*** Given entries ***

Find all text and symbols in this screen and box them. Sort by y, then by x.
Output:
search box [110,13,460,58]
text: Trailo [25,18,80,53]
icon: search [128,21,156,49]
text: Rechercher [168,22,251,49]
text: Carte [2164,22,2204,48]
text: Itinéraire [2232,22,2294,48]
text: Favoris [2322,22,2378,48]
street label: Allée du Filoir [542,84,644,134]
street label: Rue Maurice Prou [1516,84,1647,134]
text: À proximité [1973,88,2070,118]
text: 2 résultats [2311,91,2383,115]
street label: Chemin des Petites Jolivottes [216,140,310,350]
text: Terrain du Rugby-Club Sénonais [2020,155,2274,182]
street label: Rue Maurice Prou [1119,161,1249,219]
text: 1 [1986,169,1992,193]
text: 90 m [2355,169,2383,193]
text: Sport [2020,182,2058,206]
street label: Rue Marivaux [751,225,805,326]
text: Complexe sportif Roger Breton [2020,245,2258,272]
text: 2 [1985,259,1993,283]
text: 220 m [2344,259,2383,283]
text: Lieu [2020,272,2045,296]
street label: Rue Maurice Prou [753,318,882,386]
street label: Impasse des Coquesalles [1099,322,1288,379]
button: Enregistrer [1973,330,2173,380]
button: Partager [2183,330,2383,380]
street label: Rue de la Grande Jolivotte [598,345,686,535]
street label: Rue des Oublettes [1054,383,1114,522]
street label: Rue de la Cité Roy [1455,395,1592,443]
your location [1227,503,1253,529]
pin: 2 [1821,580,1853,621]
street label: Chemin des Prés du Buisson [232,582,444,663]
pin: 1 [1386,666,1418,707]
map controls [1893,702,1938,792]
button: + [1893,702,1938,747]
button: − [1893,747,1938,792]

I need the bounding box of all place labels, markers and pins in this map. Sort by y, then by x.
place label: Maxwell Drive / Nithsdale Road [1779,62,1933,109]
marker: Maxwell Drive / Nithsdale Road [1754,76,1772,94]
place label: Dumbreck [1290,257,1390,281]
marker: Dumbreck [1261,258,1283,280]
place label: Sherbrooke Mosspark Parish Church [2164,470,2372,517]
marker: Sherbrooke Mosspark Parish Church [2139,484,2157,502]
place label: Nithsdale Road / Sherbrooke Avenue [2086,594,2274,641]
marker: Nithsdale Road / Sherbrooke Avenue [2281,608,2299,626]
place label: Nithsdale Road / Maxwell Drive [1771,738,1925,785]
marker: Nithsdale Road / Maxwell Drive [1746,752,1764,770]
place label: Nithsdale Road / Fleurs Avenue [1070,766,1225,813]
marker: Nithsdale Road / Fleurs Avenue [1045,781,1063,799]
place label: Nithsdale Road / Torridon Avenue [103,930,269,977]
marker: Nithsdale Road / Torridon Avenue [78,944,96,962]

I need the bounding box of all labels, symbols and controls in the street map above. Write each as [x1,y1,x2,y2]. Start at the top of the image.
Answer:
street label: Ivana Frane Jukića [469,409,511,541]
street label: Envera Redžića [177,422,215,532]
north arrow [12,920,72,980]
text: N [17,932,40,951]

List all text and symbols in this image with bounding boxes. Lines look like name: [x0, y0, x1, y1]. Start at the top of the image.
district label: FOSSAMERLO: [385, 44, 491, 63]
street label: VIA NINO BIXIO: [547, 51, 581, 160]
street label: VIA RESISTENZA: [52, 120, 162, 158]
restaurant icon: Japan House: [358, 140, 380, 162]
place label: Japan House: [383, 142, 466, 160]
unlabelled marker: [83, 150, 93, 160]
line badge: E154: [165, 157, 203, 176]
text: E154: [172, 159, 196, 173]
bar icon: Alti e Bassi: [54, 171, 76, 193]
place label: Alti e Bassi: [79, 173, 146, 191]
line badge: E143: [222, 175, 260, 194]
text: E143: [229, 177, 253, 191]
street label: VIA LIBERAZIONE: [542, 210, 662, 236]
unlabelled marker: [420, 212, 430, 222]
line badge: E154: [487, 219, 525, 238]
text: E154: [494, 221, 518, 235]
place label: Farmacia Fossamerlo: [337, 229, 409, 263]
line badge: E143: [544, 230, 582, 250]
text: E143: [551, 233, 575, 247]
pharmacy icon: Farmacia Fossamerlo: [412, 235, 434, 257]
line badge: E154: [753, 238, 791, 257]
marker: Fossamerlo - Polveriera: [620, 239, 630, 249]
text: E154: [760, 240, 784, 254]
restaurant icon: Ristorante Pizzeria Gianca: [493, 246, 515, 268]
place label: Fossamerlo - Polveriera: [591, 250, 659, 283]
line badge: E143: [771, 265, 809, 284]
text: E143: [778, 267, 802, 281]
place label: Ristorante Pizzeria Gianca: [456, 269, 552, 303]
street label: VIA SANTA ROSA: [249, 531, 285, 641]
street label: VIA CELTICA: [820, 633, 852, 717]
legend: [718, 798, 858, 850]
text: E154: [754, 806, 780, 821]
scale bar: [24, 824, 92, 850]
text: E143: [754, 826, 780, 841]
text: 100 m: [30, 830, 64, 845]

*** End of Given entries ***

Using the entries above, return each line in which the word "Mosspark" occurs.

place label: Sherbrooke Mosspark Parish Church [2164,470,2372,517]
marker: Sherbrooke Mosspark Parish Church [2139,484,2157,502]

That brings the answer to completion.